Hoe gaat u met de Bijbel om?
„Ik zeg altijd tegen mijn kinderen: Je kunt de Bijbel niet gewóón lezen. Dat heeft geen zin. Het gaat niet alleen om het verhaal, maar je moet alles in zijn context lezen. In de Joodse traditie gaat het niet eens zozeer om wat er letterlijk staat, maar om de vraag hoe erover wordt gediscussieerd en welke betekenis de woorden voor ons en voor het hier en nu hebben.”
Wat betekent uw Jood-zijn voor u?
„Dit is een zeer belangrijk onderdeel van mijn identiteit. Maar ik wil wel zelf bepalen hoe ik daar invulling aan geef. De discussie wordt kwalijk als mensen elkaar beperkingen opleggen vanuit het idee dat de ander moet veranderen. Laten we altijd eerst naar onszelf kijken. Mijn Jood-zijn helpt me overigens om boven het dagelijks leven uit te stijgen, zoals bij het vieren van de sjabbat. Het leven is meer dan een aaneenrijging van tijd.”
Het Jood-zijn staat juist in deze tijd onder druk door het groeiende antisemitisme. Waarom neemt de Jodenhaat zo toe?
„De huidige opleving is heel zorgelijk en het is onvoorstelbaar hoe diep Jodenhaat is geworteld. In sommige kringen is het zelfs bon ton om antisemitische uitingen te ventileren. Anderzijds is antisemitisme er altijd geweest. Afgezien van vooroordelen komt het ten diepste voort uit het feit dat we maar moeilijk kunnen accepteren dat sommige mensen anders zijn. De Joden waren misschien de eersten die openlijk anders waren. En voor velen is de Jood de ”ultieme ander”. De haatgevoelens appelleren aan vooroordelen en ondefinieerbare angstgevoelens, want veel mensen kénnen niet eens Joden in hun directe omgeving.”
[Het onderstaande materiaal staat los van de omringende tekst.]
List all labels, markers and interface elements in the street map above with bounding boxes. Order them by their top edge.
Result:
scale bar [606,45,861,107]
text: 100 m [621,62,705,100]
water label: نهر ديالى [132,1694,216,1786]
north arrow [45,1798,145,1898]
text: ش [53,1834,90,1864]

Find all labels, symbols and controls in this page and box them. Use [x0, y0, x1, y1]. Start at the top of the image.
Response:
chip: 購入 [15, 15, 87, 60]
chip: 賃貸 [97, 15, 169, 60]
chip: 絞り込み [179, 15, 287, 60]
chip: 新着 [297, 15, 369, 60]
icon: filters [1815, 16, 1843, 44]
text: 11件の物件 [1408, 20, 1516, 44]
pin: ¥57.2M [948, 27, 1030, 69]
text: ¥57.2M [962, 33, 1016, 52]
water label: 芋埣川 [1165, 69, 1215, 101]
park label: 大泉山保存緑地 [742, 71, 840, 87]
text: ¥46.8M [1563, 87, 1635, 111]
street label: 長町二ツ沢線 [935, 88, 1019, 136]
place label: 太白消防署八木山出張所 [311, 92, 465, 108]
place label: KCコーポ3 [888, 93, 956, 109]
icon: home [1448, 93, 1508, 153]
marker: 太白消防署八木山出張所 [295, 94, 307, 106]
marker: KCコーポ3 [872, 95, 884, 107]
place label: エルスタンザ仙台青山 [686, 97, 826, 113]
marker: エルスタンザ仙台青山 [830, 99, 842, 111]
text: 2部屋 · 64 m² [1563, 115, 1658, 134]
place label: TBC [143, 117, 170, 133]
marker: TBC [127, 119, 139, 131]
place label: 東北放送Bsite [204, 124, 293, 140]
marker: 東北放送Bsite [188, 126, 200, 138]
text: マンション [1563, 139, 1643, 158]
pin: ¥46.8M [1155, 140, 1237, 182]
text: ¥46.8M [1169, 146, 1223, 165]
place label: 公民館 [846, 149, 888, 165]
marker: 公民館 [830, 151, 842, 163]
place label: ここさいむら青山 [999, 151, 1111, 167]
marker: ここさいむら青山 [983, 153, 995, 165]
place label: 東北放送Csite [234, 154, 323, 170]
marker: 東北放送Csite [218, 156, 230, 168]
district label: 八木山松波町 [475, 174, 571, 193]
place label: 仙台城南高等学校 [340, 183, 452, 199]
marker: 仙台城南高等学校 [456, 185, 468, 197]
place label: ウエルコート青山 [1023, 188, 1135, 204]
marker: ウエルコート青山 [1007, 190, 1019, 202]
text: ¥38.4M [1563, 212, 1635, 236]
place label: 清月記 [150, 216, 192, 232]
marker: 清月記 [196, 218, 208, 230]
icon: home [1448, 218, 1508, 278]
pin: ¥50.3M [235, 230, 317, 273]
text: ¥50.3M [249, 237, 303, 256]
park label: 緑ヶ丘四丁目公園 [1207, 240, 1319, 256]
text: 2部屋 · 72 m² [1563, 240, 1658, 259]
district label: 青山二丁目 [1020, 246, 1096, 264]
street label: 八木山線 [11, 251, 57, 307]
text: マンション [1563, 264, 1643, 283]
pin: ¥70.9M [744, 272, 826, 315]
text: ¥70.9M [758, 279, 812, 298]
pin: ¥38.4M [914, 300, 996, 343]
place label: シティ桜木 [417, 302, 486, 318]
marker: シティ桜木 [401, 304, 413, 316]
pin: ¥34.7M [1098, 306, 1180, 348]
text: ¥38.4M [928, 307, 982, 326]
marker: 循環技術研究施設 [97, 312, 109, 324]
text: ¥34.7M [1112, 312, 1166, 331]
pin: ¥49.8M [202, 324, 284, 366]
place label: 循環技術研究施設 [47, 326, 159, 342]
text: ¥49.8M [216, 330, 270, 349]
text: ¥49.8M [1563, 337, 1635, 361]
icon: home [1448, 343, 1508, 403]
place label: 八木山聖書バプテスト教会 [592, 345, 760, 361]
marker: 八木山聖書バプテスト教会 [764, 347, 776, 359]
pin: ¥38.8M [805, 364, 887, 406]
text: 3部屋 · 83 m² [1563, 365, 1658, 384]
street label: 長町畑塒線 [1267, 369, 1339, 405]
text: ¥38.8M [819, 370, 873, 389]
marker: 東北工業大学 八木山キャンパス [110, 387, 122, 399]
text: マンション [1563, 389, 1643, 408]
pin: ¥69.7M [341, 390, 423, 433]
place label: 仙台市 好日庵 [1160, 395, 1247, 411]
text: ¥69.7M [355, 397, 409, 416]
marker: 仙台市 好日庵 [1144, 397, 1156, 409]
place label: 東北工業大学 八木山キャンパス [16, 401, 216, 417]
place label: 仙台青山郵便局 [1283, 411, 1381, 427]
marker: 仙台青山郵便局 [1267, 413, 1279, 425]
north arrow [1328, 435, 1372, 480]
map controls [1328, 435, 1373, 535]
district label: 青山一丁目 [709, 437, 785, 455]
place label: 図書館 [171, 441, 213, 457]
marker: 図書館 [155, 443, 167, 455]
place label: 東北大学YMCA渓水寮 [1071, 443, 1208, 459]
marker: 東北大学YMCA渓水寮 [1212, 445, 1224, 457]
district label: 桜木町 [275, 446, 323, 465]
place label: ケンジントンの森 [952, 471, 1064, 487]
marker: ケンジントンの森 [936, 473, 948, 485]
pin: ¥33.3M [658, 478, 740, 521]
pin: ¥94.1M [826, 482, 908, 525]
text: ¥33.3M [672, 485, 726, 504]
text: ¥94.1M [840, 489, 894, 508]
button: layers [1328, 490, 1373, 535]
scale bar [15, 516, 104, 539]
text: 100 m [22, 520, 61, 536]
Wat zijn uw plannen voor de nabije toekomst?
„Ik heb nog geen vastomlijnde plannen, maar wel veel ideeën. Ik zal me in elk geval minder intensief met actuele onderwerpen bezighouden, maar meer verdieping zoeken, wellicht op projectbasis. Ik zou het mooi vinden om een reeks verdiepende, kritische essays te schrijven, bijvoorbeeld over Jood-zijn in Nederland. Hoe geef je daar vorm en inhoud aan? Verder zou ik graag een grondige analyse van onlineantisemitisme en de maatschappelijke effecten daarvan willen maken. Daar komt toch weer een beetje mijn oude beroep om de hoek kijken. En ik zal meer naar Israël gaan om mijn moeder te bezoeken. Ook kan ik daar denk ik veel doen om bruggen tussen Nederland en Israël te slaan.”